[Stored items]
+--

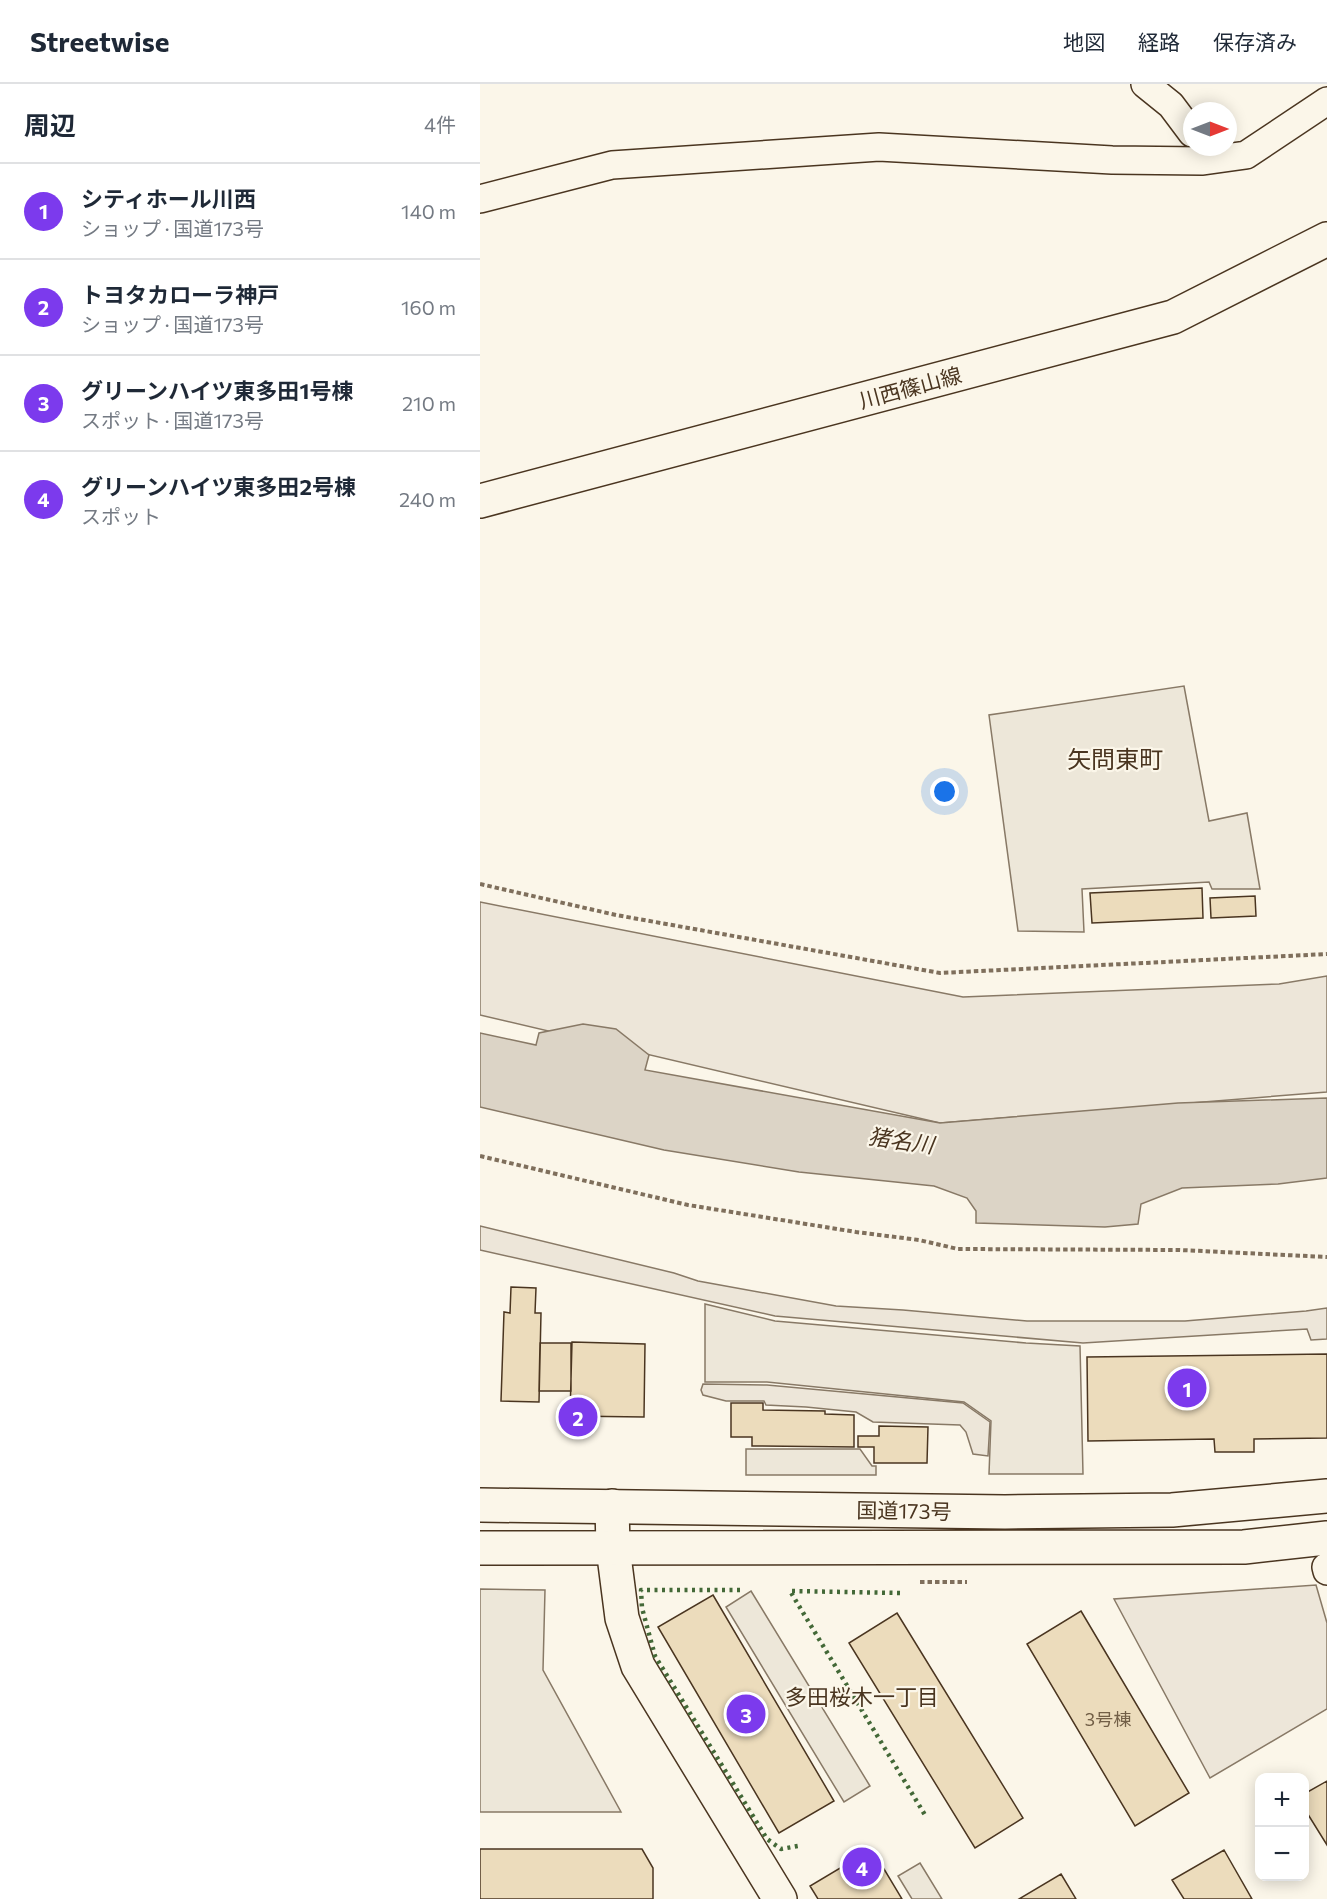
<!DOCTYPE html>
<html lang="ja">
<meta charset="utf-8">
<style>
:root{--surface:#fff;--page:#f2f2f3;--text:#1f2937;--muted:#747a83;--line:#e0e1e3;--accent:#7c3aed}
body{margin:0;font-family:Commissioner,"Noto Sans JP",sans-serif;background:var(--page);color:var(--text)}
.controls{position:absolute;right:18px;bottom:18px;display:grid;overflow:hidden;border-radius:12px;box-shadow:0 3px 15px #0003}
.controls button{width:54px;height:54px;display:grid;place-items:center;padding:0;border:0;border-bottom:2px solid var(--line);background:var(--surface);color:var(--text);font:30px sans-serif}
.compass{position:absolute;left:703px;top:18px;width:54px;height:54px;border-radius:50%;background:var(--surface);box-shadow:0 3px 15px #0003;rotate:90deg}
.you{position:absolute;left:465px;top:708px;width:21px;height:21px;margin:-15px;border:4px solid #fff;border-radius:50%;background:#1a73e8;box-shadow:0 0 0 9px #1a73e833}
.badge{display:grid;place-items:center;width:39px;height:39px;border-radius:50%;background:var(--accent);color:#fff;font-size:20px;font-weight:700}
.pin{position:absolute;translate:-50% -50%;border:3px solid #fff;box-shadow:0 2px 6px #0006}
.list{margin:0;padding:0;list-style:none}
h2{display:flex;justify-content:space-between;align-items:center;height:78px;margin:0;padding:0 24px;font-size:26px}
h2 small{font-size:20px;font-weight:400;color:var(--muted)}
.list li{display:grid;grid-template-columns:39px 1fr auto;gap:18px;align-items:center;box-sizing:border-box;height:96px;padding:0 24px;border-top:2px solid var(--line)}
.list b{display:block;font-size:22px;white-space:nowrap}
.list p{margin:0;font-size:20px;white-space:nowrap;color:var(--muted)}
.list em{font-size:20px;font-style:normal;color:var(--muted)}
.map{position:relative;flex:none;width:847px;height:1815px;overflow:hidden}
header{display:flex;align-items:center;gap:36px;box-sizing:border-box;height:84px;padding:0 30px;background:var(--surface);border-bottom:2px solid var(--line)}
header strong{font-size:28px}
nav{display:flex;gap:33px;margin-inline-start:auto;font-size:21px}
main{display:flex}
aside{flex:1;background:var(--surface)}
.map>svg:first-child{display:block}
.green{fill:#ede6d9;stroke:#887966;stroke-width:1.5}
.parking{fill:#ede7d9;stroke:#887966;stroke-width:1.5}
.water{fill:#dcd4c6;stroke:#887966;stroke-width:1.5}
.building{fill:#ecdcbc;stroke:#4a3520;stroke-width:1.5}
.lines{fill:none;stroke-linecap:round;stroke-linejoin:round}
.minor-casing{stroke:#4a3520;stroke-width:30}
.tertiary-casing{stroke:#4a3520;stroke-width:36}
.primary-casing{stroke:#4a3520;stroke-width:36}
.trunk-casing{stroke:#4a3520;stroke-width:36}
.path{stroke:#7f6f5c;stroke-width:4;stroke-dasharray:4.5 3;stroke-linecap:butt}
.minor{stroke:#fbf6e9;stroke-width:27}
.tertiary{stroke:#fbf6e9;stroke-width:33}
.primary{stroke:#fbf6e9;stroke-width:33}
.trunk{stroke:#fbf6e9;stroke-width:33}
.hedge{stroke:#436837;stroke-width:4.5;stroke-dasharray:3 4.5;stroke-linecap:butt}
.labels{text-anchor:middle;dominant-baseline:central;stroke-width:4.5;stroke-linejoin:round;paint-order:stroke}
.number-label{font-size:18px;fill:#725f47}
.street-label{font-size:21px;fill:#4a3520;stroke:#fbf6e9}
.water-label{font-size:22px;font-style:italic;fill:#4a3520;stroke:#fbf6e9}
.neighbourhood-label{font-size:22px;fill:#4a3520;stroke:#fbf6e9}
.quarter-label{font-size:24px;fill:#4a3520;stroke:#fbf6e9}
</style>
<header>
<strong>Streetwise</strong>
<nav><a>地図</a><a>経路</a><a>保存済み</a></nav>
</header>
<main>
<aside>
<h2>周辺<small>4件</small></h2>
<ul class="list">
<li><span class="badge">1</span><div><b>シティホール川西</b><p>ショップ · 国道173号</p></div><em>140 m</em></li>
<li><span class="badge">2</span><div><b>トヨタカローラ神戸</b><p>ショップ · 国道173号</p></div><em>160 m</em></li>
<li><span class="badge">3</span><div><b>グリーンハイツ東多田1号棟</b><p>スポット · 国道173号</p></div><em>210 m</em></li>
<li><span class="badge">4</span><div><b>グリーンハイツ東多田2号棟</b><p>スポット</p></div><em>240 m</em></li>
</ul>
</aside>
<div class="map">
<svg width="847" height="1815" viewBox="0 0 847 1815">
<rect width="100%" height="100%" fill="#fbf6e9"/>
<path class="green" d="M0 818 483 913 799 900 847 892V1008L460 1039 0 931Z
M0 1142 194 1189 218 1197 356 1222 423 1226 547 1237H705L826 1227 847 1224V1255L831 1256 827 1245 603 1259 295 1232 0 1166Z
M223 1300 287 1301 483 1319 510 1338 508 1372 493 1370 486 1348 480 1341 393 1338 376 1328 326 1323 286 1321 284 1317H246L223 1311 221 1306Z
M836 1501 847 1539V1625L730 1694 634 1515Z"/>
<path class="parking" d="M704 602 729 737 767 729 780 805H732L729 798 602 805 604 848 538 847 509 631Z
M225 1220 295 1237 546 1259 600 1262 603 1390H509L511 1337 484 1318 287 1298H225Z
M266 1365H380L392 1382H396V1391H266Z
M0 1505 65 1506 63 1586 141 1728H0Z
M271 1507 390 1702 364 1718 246 1523Z
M440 1779 462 1815H432L418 1792Z"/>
<path class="water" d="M103 940 136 945 169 971 165 986 460 1039 698 1019 847 1014V1094L798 1100 702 1104 661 1120 658 1140 625 1143 496 1139V1127L487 1114 454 1102 319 1088 184 1066 0 1023V949L56 961 59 949Z"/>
<path class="building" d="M722 804 723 834 612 839 610 809Z
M775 812 776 832 731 834 730 814Z
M31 1203 56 1204 55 1229H61L59 1318 21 1317 24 1228 30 1229Z
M92 1258 165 1260 164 1333 90 1332Z
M60 1259H91V1307H59Z
M847 1270V1354L774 1355V1368H735L734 1355 608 1357 607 1273Z
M251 1319H283V1326L345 1327V1330L374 1331V1363L272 1362V1353H251Z
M399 1342 448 1343 447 1379H394V1363H378V1352H399Z
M233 1511 354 1717 299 1749 178 1543Z
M601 1527 709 1709 655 1742 547 1560Z
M417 1529 543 1734 495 1764 369 1559Z
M847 1697V1761L824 1724V1710Z
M0 1765H162L173 1784V1815H0Z
M392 1765 422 1815H338L330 1802Z
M744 1766 772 1815H704L692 1796Z
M581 1790 596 1815H539Z"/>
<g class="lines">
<defs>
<path id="minor" d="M665 0 691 21 712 49
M0 115 132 81 399 63 632 76 723 77 766 71 847 17
M846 1483 847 1487"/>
<path id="tertiary" d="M132 1422 133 1464 142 1534 158 1582 300 1815"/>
<path id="primary" d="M0 417 693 233 847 155"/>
<path id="trunk" d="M0 1421 525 1428 692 1426 847 1412
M0 1464 764 1463 847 1454"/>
</defs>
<use href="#minor" class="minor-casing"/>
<use href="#tertiary" class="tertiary-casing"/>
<use href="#primary" class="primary-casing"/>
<use href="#trunk" class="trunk-casing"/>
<path class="path" d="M0 800 136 831 460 889 847 870
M0 1072 208 1121 376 1148 439 1156 478 1165 700 1166 847 1173
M440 1498H487"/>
<use href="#minor" class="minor"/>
<use href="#tertiary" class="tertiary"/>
<use href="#primary" class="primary"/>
<use href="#trunk" class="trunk"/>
<path class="hedge" d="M260 1506H161L162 1524 175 1572 287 1755 301 1765 318 1762
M420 1509 310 1507 445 1731"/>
</g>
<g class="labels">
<g class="number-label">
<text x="628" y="1635">3号棟</text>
</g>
<g class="street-label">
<text transform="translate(430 303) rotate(-15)">川西篠山線</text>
<text transform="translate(424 1426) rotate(1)">国道173号</text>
</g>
<g class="water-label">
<text transform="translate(421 1056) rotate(8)">猪名川</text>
</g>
<g class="neighbourhood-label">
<text x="382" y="1612">多田桜木一丁目</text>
</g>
<g class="quarter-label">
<text x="635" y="674">矢問東町</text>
</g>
</g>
</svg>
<div class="controls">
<button>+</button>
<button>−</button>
</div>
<svg class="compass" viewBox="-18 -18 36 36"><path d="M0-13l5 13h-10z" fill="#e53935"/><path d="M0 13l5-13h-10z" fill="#747a83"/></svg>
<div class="you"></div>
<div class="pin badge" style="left:707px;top:1304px">1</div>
<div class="pin badge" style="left:98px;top:1333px">2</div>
<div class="pin badge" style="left:266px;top:1630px">3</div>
<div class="pin badge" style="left:382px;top:1783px">4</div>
</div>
</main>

+--

Which lines in the data above contain "controls"? Show each one.

.controls{position:absolute;right:18px;bottom:18px;display:grid;overflow:hidden;border-radius:12px;box-shadow:0 3px 15px #0003}
.controls button{width:54px;height:54px;display:grid;place-items:center;padding:0;border:0;border-bottom:2px solid var(--line);background:var(--surface);color:var(--text);font:30px sans-serif}
<div class="controls">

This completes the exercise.